Over de identiteit van de andere figuren lopen de meningen sterk uiteen. Zoals vermeld meende Frances Yates – en Van Ysselsteyn volgde haar hierin – diverse leden van het Huis Nassau te herkennen. Ewa Kociszewska poneerde in 2016 dat dit allen leden van het Huis Lotharingen betreft.[noot 6] Behalve de ook door anderen genoemde Karel III van Lotharingen en Louise van Lotharingen-Vaudémont, meende zij door vergelijking met overgeleverde portretschilderingen en -tekeningen ook andere leden van het Huis Lotharingen, met name van de zijtak Guise, te herkennen. Het meest prominent afgebeeld van de Guises is Hendrik I van Guise op het tapijt Les ambassadeurs polonais, een identificatie die door meerdere auteurs wordt gevolgd. Minder voor de hand ligt de identificatie van de persoon uiterst rechts op La barrière als Karel van Mayenne (1554-1611), een broer van Hendrik I van Guise. Verrassend is Kociszewska's steun voor Van Ysselsteijns identificatie van de onbekende persoon in het groepje van drie op L'éléphant: James I van Engeland, een Guise-afstammeling via zijn moeder. Voor de drie personen ter rechterzijde van Le départ heeft Kociszewska slechts gedeeltelijk een oplossing: een van hen zou Hendrik II van Lotharingen (1563-1624) kunnen zijn.[39]

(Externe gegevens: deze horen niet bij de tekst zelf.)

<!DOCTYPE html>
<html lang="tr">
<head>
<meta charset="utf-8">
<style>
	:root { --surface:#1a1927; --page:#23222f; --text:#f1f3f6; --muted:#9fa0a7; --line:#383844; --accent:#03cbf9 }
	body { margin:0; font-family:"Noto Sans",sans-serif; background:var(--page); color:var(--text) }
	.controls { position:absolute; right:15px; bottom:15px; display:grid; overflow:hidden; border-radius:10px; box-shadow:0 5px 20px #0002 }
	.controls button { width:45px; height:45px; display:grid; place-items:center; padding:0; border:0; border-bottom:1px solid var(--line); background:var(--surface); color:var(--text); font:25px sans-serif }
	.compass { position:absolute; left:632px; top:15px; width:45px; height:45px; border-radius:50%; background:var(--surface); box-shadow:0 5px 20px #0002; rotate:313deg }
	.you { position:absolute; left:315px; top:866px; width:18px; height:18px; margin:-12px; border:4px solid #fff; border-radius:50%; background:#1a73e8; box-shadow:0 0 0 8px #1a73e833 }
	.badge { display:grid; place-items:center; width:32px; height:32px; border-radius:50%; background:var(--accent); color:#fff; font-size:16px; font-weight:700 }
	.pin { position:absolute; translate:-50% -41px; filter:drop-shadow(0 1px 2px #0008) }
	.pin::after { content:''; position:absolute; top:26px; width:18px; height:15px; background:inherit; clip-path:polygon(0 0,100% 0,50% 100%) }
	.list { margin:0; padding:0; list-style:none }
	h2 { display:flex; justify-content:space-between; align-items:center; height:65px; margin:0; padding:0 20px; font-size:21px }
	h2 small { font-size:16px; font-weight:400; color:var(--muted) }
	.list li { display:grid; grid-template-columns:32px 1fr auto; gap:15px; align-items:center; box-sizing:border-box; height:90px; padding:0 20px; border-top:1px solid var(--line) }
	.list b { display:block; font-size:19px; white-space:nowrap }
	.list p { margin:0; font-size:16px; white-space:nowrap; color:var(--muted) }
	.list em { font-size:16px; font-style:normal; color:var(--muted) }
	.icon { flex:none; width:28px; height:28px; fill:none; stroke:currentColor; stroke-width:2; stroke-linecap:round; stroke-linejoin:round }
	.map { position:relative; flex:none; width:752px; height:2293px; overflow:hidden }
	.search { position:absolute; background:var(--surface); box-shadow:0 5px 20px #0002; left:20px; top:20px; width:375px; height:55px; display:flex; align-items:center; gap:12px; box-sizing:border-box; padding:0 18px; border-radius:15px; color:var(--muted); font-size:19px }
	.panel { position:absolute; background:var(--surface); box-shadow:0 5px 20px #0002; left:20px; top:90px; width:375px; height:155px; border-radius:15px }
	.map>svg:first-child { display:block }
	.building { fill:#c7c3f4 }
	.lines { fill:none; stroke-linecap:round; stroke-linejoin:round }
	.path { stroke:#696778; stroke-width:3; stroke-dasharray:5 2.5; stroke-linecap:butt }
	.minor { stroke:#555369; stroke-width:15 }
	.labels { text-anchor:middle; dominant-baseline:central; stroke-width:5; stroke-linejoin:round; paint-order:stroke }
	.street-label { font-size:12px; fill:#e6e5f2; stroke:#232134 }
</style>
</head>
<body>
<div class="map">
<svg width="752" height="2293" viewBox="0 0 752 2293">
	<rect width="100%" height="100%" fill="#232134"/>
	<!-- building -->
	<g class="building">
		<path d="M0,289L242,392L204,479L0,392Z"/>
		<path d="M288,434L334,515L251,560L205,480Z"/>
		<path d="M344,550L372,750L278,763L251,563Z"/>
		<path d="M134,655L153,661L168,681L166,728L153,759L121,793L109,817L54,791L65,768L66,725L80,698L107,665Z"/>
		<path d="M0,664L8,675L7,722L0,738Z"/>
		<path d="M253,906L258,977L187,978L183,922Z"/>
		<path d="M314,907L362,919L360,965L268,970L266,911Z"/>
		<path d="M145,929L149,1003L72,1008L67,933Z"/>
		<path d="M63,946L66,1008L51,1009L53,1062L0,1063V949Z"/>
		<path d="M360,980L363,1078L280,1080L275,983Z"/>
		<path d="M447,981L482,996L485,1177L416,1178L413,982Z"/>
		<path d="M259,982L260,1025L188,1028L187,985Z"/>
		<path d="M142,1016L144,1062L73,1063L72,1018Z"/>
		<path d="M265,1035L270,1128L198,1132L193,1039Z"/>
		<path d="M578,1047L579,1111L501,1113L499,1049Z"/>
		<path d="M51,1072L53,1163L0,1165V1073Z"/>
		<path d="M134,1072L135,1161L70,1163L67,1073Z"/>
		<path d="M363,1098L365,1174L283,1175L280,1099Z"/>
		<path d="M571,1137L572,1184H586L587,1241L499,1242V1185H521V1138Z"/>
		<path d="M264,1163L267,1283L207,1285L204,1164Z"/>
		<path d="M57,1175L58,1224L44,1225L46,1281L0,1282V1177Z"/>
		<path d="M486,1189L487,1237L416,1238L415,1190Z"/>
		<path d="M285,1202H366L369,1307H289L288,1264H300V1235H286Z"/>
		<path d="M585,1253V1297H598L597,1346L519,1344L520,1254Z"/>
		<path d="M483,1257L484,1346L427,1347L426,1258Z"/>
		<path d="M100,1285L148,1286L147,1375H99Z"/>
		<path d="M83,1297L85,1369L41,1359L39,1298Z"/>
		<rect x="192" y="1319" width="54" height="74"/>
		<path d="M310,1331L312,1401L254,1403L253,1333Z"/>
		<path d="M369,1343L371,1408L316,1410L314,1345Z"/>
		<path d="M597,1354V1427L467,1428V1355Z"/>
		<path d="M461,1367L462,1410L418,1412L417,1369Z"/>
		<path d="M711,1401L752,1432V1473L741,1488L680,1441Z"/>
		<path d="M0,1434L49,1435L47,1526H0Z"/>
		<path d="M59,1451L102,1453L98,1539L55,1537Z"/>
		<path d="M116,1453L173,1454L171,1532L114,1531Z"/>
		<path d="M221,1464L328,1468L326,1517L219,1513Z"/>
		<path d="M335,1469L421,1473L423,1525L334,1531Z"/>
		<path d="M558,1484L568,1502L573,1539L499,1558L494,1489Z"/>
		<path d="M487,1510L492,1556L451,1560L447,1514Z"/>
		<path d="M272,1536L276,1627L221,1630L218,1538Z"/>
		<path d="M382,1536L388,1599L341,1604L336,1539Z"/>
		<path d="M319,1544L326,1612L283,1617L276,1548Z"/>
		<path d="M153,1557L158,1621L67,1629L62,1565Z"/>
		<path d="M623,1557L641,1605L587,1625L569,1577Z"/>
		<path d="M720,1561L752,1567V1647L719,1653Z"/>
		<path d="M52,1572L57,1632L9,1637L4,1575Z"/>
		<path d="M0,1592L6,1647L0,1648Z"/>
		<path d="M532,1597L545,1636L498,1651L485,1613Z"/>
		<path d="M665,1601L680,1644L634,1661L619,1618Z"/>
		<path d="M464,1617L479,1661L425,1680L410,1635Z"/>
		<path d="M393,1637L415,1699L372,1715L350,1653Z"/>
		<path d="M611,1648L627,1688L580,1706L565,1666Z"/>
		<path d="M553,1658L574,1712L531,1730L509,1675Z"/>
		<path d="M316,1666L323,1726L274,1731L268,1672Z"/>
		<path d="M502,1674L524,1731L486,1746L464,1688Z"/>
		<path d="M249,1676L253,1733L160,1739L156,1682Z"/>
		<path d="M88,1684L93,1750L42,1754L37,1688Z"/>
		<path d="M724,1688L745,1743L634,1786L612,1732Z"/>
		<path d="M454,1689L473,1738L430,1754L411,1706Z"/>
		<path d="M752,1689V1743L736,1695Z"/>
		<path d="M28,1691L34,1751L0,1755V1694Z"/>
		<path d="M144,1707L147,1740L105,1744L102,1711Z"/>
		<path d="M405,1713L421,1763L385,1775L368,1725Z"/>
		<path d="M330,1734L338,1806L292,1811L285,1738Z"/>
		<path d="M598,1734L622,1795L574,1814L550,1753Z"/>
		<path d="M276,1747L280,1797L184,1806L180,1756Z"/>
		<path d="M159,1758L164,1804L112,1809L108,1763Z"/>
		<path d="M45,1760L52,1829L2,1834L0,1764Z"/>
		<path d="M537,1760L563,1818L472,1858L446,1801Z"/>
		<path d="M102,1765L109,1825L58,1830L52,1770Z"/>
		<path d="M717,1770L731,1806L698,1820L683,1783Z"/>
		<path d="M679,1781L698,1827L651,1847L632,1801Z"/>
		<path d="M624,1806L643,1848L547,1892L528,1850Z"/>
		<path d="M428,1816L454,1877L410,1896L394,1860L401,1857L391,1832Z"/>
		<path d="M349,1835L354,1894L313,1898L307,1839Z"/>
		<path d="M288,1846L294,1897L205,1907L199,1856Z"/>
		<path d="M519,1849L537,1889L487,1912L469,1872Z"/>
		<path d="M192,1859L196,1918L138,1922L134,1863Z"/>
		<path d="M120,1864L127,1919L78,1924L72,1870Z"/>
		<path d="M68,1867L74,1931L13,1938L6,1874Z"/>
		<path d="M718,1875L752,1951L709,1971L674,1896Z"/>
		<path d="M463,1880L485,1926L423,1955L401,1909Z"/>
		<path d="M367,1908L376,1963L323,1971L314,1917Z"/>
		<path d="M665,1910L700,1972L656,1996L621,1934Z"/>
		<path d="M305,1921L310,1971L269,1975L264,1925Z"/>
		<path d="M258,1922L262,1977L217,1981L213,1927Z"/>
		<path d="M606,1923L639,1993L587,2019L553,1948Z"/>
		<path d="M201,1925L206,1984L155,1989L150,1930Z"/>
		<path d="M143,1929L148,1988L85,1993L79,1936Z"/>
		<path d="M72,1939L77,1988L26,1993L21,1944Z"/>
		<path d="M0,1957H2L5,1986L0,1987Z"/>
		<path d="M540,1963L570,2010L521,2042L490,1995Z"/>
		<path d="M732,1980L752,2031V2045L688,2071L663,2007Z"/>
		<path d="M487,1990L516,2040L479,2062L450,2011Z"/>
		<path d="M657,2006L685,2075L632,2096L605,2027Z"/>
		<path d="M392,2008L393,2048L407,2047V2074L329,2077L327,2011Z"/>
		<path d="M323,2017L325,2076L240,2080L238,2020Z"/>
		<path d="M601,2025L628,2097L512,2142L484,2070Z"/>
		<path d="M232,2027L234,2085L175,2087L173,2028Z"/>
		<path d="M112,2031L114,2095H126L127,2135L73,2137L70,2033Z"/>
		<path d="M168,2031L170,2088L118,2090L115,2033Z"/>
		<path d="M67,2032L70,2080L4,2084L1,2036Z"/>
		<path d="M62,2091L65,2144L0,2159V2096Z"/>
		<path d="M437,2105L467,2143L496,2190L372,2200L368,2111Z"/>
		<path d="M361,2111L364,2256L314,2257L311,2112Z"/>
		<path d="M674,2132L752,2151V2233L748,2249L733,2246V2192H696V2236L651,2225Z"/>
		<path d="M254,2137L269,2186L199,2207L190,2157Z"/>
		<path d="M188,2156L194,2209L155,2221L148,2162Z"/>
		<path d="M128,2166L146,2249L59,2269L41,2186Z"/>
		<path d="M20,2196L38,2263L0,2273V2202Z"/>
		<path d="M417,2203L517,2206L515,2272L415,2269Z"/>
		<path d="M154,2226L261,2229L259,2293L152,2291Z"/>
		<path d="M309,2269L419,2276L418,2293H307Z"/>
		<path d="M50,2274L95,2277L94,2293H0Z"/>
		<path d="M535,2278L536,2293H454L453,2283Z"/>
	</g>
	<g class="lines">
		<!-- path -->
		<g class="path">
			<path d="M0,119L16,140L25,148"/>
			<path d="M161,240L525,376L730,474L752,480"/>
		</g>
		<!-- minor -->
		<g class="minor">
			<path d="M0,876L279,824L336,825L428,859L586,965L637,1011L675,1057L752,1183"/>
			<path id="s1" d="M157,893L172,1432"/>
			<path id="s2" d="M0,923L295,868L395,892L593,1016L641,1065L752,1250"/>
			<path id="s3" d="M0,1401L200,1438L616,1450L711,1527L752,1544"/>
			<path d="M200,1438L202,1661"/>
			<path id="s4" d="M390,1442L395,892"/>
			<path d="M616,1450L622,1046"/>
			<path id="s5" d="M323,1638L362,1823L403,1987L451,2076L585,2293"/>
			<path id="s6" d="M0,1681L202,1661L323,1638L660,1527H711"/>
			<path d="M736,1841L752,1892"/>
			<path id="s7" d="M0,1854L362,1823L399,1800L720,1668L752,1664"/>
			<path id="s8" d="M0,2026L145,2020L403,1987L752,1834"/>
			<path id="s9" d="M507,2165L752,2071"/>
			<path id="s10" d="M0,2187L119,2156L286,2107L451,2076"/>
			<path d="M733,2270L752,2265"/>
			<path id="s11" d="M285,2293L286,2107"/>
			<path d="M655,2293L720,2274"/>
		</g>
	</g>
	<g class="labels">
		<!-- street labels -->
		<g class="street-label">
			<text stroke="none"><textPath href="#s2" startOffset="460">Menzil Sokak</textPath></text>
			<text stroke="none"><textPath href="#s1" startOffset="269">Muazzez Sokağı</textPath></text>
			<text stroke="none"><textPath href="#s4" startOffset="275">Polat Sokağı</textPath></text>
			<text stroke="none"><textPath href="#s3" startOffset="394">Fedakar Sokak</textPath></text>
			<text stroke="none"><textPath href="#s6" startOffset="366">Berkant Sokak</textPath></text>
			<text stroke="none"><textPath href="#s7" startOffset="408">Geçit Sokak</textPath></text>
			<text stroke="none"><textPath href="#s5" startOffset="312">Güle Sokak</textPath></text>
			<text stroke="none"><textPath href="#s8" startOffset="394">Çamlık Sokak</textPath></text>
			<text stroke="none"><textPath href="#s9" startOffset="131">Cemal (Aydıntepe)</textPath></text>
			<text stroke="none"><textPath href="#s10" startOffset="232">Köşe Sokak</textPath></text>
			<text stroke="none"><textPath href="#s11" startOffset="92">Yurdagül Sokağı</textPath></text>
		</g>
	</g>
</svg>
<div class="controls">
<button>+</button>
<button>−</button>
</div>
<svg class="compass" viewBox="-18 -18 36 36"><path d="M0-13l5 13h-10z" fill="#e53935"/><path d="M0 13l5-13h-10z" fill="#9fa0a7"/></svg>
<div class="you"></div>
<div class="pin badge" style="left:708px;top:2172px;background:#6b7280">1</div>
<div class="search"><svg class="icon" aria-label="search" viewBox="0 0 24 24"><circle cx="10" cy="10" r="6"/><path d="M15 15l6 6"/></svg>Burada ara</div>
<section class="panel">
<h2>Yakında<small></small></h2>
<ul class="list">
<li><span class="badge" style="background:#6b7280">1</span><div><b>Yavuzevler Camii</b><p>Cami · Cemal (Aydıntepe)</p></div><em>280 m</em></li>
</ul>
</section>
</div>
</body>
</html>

De circa vijftig centimeter brede, uitbundig gedecoreerde randen van de tapijten functioneren als lijst en geven aan dat de tapijten waarschijnlijk bedoeld waren om los opgehangen te worden, dus niet ingelijst, zoals in de baroktijd vaak gebeurde. De boorden zijn geheel symmetrisch gevuld met grotesken, een opeenstapeling van onder andere guirlandes, baldakijnen, bloem-, blader- en vruchtenmotieven, vogels en andere dieren (onder andere vechtende honden en musicerende apen), menselijke wezens, putti en fantasiefiguren. Alle boorden zijn op dezelfde manier met telkens dezelfde motieven opgebouwd, aangepast aan de afmetingen van het tapijt. Naar de tapijtranden is nog relatief weinig onderzoek gedaan. Wellicht zou een diepgravende studie meer duidelijkheid kunnen brengen over de exacte plaats en tijd van ontstaan.